Puru

Posted on Nov 15, 2020

Schedule MongoDB Backup to S3 using Kubernetes CronJob

#kubernetes #mongodb #s3 #cronjob

Introduction

Kubernetes CronJob makes it very easy to run Jobs on a time-based schedule. These automated jobs run like Cron tasks on a Linux or UNIX system.

In this post, we’ll make use of Kubernetes CronJob to schedule a recurring backup of MongoDB database and upload the backup archive to AWS S3. All the source code is available in GitHub Repository.

tuladhar / k8s-backup-mongodb

Schedules MongoDB Backup to S3 using Kubernetes CronJob.

Get Started

Let’s go ahead and first create a user in MongoDB dedicated to perform the backup with minimum privileges.
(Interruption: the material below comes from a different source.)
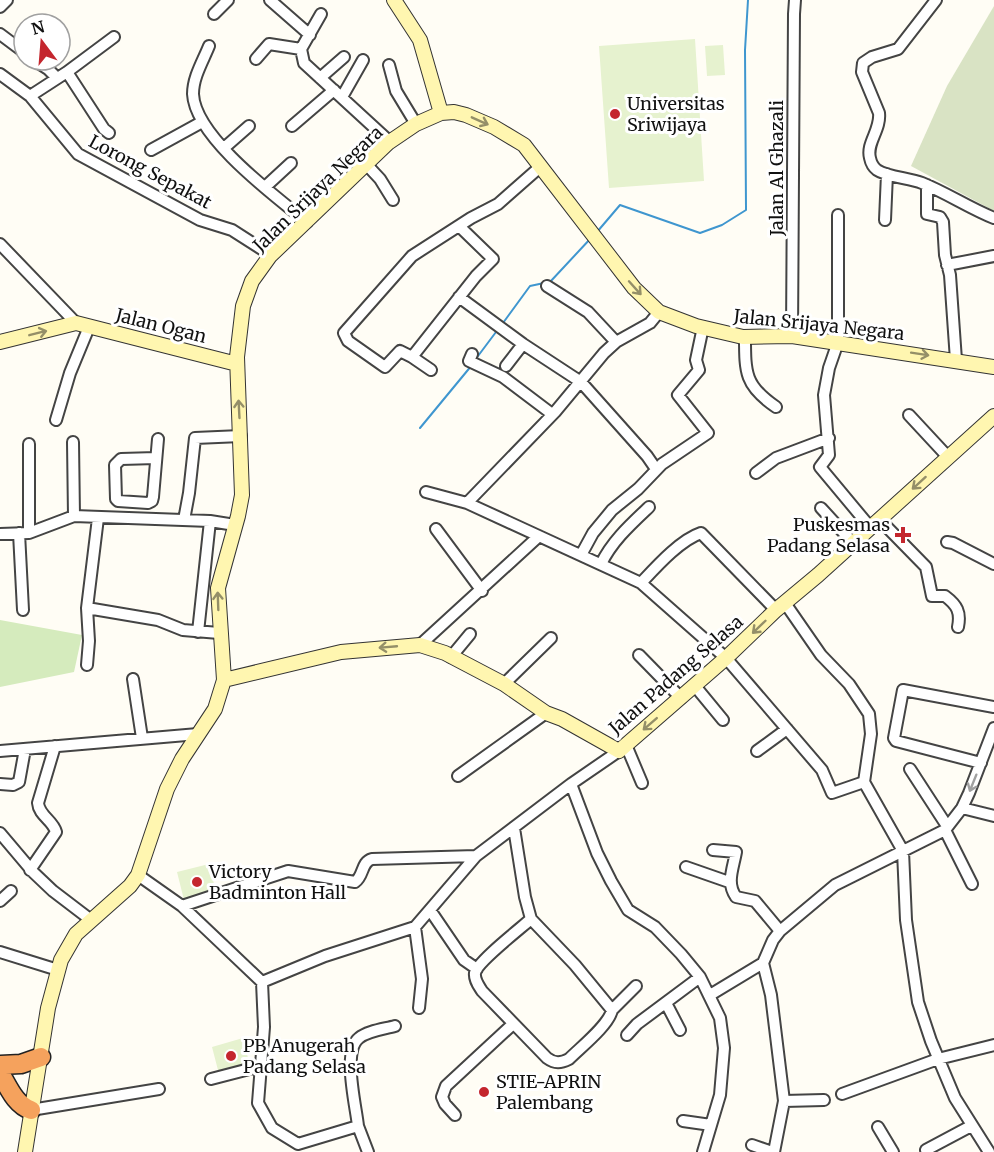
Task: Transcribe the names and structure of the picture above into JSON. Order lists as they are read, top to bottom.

mongo admin --host <hostname> --authenticationDatabase admin -u root

Run the following command to create the backup user.

db.createUser({
 user: 'backup_user',
 pwd: 'oO9eV5cG6cF2oM1r',
 roles: [{ role: 'backup',db:'admin'}]
})

Kubernetes Namespace

Create a dedicated namespace in Kubernetes to deploy the cronjob.

kubectl apply -f https://raw.githubusercontent.com/tuladhar/k8s-backup-mongodb/main/kubernetes/namespace.yaml

The output is similar to this:

namespace/backup-mongodb created

Let’s save the namespace for all subsequent kubectl commands to run in that context.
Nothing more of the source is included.